본 논문에서는 문장에서 단어가 전달하는 정보의 양을 추측할 수 있는 LSTM 신경망 기반 언어 모델링 시스템을 제안하였다. 제안한 시스템을 이용하여 문장의 각 단어에 대한 읽기 시간이 써프라이절과 엔트로피 감소와 같은 정보 이론적 측정치에 의해 예측될 수 있는지 비교 분석하였다. LSTM 기반 언어 모델은 영어 문장 말뭉치를 대상으로 심층 학습이 진행되었으며, 심층 학습된 모델을 통해 실험실에서 한국인 영어 학습자가 읽은 영어 테스트 문장의 각 단어에 대한 써프라이절과 엔트로피 감소 측정치를 계산하였다. 그리고 언어 모델의 문장 처리 결과는 선형 mixed-effect 통계 모델을 구축하여 정보 이론적 측정치와 읽기 시간을 비교 분석하였다. 실험 결과, LSTM 신경망 기반 언어 모델을 이용하여 예측한 문장에 대한 써프라이절과 엔트로피 감소 정보는 문장 이해 (즉, 읽기 시간)와 양의 상관관계가 있음을 써프라이절과 엔트로피 감소 가설을 검증하여 확인할 수 있었다.
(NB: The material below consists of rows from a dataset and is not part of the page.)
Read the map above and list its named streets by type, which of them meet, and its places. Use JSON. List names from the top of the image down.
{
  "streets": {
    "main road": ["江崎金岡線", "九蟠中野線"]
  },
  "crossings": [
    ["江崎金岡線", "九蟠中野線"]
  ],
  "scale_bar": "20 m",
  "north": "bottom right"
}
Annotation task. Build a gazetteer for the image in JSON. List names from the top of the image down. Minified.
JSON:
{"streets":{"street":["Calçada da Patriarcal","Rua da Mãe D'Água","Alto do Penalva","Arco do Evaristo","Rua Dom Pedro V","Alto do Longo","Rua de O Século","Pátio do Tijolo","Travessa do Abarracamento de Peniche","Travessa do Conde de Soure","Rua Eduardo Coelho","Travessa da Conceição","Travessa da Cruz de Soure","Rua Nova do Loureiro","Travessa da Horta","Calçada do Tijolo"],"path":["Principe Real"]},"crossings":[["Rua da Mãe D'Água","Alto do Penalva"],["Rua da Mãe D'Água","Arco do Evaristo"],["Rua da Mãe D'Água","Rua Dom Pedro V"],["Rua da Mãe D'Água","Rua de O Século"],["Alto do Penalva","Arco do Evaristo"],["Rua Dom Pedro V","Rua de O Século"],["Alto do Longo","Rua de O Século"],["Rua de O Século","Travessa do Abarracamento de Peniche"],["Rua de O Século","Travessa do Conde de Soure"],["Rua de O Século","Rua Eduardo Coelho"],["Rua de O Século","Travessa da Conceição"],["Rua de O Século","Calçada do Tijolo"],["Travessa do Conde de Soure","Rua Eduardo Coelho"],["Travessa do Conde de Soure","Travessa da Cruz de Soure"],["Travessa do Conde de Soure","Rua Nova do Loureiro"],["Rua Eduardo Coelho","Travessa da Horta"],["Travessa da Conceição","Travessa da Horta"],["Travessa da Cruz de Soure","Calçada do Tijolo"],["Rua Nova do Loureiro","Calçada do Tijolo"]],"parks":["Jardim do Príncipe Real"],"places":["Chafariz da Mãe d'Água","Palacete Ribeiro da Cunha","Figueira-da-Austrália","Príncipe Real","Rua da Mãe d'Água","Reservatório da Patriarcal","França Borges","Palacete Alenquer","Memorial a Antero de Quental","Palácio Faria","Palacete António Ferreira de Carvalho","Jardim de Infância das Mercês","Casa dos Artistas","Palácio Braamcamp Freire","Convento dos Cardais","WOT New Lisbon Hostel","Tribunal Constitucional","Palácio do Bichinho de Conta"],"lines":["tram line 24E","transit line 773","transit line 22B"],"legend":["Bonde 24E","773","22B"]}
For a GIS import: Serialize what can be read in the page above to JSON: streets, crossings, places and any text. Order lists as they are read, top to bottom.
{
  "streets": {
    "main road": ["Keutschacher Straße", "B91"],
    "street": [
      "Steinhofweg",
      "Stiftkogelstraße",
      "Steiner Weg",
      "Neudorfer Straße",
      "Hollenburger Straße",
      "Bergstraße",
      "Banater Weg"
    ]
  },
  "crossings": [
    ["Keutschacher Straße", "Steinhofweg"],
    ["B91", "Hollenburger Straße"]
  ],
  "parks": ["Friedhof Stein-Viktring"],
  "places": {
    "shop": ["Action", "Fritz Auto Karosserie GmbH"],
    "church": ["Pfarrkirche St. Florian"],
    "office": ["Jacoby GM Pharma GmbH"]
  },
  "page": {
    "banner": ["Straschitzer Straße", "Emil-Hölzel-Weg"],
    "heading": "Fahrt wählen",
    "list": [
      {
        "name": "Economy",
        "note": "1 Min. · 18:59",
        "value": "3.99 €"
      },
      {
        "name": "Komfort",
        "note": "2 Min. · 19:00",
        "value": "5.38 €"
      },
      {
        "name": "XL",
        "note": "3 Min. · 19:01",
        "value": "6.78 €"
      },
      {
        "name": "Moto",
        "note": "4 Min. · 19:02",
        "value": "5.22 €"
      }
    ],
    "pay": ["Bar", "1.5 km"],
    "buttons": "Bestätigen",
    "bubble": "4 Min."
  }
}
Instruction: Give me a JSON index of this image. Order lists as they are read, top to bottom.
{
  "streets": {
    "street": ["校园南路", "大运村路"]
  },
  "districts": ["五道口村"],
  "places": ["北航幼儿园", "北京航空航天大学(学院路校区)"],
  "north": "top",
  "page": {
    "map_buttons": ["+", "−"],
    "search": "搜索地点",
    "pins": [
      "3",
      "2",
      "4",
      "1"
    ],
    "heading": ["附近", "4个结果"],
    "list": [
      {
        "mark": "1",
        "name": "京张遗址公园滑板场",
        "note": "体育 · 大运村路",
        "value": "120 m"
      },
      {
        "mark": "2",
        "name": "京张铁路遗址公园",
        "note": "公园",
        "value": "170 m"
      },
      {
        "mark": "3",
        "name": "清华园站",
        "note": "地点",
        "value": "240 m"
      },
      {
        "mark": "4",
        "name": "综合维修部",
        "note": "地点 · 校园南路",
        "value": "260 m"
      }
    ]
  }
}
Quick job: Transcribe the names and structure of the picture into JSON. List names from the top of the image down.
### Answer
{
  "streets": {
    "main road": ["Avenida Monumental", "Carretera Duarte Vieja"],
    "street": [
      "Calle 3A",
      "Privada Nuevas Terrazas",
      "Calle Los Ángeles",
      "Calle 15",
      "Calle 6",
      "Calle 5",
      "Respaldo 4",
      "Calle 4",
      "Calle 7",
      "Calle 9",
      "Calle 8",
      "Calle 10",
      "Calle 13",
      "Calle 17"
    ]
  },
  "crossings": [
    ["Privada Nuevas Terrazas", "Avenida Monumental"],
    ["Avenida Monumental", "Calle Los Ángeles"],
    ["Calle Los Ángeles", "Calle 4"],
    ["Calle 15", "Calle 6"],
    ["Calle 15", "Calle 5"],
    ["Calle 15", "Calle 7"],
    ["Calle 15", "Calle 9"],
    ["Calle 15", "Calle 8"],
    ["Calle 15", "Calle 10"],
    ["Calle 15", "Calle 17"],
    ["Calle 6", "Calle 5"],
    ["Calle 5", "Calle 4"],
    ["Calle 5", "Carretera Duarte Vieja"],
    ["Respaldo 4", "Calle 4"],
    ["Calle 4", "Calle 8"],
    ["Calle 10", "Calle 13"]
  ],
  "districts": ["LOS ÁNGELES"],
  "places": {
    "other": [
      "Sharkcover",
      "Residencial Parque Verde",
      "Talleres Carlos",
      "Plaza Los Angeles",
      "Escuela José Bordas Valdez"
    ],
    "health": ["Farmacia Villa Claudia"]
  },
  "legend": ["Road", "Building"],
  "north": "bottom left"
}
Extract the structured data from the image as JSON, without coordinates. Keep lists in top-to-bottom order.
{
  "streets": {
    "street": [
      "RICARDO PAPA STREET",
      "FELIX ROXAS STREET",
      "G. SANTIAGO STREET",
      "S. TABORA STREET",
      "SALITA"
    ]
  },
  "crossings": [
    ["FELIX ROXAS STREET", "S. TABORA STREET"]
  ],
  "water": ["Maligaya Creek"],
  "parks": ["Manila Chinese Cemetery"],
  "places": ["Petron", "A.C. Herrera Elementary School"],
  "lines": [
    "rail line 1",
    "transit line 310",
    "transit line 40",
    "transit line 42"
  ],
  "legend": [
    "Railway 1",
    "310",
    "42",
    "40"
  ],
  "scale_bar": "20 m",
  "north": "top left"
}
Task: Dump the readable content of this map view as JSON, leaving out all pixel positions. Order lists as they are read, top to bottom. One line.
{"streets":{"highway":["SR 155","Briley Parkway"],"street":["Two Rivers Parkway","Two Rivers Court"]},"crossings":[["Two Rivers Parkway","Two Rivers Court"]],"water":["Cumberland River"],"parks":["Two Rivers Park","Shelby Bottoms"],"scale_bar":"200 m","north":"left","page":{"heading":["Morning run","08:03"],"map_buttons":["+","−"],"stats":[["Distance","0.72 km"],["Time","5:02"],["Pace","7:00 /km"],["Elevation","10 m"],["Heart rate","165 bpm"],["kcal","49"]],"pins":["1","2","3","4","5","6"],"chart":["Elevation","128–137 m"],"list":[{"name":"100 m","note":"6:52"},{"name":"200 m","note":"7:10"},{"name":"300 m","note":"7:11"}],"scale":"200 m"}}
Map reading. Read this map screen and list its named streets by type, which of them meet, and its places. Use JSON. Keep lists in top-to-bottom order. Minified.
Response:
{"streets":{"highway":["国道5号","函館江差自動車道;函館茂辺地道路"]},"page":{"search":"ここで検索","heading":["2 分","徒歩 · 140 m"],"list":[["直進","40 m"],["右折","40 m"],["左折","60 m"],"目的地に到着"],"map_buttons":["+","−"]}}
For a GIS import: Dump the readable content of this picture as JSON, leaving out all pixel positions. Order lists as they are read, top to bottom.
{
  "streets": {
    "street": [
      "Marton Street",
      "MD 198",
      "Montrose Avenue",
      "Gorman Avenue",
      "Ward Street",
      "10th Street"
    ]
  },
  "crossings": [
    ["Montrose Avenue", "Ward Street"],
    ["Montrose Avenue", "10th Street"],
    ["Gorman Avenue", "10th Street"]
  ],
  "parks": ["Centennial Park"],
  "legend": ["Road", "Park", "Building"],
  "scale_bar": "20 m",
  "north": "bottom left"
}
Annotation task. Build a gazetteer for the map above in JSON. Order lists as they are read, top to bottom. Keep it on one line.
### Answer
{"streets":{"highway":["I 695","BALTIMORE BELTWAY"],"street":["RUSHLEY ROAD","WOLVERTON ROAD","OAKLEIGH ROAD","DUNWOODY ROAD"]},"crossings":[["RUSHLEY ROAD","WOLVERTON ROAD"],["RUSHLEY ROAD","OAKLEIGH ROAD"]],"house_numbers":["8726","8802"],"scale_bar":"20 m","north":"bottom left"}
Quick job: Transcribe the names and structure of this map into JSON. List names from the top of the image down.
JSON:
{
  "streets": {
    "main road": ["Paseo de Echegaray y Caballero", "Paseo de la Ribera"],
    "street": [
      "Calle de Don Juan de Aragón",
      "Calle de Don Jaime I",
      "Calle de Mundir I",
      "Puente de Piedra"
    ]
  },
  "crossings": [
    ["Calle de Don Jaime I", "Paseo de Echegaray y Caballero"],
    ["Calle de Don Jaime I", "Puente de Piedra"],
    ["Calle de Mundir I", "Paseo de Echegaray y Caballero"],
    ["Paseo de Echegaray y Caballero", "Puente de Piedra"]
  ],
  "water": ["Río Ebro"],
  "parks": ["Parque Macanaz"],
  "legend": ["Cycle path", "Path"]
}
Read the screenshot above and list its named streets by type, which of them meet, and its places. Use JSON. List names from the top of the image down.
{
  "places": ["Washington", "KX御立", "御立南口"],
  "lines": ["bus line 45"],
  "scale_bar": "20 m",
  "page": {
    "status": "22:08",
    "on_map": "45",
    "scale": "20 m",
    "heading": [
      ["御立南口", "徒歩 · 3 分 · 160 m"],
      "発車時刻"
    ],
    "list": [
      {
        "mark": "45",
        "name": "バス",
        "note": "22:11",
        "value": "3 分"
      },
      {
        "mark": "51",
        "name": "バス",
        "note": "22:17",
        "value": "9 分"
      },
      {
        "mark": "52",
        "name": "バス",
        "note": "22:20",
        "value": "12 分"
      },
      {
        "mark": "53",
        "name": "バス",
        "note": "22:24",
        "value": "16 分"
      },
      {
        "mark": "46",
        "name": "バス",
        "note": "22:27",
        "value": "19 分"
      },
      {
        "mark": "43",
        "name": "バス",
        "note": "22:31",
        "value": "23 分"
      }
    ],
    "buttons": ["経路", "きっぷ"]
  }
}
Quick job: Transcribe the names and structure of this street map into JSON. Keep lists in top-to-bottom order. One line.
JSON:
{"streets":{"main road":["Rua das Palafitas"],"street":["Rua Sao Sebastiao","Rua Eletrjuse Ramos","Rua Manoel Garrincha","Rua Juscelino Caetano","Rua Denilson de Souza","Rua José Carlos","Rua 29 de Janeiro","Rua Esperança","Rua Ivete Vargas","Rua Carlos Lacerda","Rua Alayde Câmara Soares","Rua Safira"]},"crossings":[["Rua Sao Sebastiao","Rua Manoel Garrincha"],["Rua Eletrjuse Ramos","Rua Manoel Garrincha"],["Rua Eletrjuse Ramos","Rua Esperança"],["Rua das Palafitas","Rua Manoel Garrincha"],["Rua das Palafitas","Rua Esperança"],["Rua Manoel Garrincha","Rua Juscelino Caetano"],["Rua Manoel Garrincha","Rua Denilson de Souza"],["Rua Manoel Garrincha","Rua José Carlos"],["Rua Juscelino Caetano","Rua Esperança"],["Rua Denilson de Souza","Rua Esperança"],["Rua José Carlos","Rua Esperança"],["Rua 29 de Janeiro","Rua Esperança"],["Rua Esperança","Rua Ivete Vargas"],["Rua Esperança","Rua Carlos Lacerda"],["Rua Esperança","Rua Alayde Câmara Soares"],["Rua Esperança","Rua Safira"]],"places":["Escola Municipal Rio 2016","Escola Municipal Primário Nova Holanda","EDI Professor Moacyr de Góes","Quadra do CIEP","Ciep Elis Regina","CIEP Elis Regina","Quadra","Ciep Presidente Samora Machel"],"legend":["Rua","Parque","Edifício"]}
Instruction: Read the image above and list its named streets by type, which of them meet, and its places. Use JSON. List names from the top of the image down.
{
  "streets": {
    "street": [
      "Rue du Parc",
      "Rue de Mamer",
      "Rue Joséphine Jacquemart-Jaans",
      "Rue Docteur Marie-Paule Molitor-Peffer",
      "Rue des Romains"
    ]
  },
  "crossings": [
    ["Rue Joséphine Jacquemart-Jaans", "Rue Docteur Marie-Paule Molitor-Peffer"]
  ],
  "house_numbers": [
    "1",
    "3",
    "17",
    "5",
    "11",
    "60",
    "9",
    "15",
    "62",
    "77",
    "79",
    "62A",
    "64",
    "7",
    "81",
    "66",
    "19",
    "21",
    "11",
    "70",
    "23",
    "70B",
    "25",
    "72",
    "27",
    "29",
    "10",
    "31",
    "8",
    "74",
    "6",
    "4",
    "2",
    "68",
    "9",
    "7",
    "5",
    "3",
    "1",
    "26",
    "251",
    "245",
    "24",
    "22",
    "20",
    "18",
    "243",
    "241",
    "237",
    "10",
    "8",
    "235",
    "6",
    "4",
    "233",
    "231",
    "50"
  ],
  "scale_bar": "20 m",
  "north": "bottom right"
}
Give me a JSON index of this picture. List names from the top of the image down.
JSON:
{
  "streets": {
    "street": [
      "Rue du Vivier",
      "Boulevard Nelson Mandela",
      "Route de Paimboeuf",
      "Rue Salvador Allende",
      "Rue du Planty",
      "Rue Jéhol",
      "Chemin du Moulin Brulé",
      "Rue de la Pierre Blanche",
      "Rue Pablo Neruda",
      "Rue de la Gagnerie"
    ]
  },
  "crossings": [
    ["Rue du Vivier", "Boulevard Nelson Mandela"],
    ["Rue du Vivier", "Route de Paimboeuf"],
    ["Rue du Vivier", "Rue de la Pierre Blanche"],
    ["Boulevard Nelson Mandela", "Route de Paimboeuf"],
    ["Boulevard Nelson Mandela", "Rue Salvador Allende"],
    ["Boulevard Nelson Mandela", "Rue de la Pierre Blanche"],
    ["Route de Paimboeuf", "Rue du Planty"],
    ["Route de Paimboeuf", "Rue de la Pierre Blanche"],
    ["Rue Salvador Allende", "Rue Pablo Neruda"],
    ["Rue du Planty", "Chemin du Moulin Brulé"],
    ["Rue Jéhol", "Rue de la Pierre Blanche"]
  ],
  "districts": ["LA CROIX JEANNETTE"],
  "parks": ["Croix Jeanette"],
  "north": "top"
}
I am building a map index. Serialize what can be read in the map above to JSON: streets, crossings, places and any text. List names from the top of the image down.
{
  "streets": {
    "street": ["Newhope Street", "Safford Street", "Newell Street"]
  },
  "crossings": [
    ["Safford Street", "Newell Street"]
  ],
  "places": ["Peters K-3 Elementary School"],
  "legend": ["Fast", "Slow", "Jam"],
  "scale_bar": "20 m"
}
Keywords: Entropy reduction, Long Short-Term Memory network, Language model, Surprisal 키워드: 장단기 기억 신경망, 언어 모델, 써프라이절, 엔트로피 감소

Ⅰ. INTRODUCTION

In the last several years, there has been substantial success in applying recurrent neural networks (RNNs) to a language modeling. For example, given that a language model tries to predict the next word based on the previous ones in a sentence, if one is trying to predict the last word in “the clouds are in the sky,” one doesn’t need any further context – it’s pretty obvious that the next word is going to be sky. In similar cases, where the gap between the relevant information and the place where it’s needed is small, RNNs can learn to effectively use the information that has evolved.

But there are cases where we need more contextual information in making a prediction. If one is trying to predict the last word in the following discourse like “I grew up in Korea. ⋯ I speak fluent Korean”, the information given immediately prior to the last word (i.e., speak) suggests that the last word at hand is most probably the name of a language, but if we want to narrow down which language it is, we need to retrieve the information from the word Korea given in the preceding sentence further back. It’s thus certainly evident that the gap between the relevant information and the point where it is needed becomes very large.

Unfortunately, as such a gap grows large, RNNs become unable to learn to connect that gap. But the Long Short-Term Memory (LSTM) networks as a special kind of RNN are capable of learning long-term dependencies. LSTMs are explicitly designed to resolve the long-term dependency problem [1].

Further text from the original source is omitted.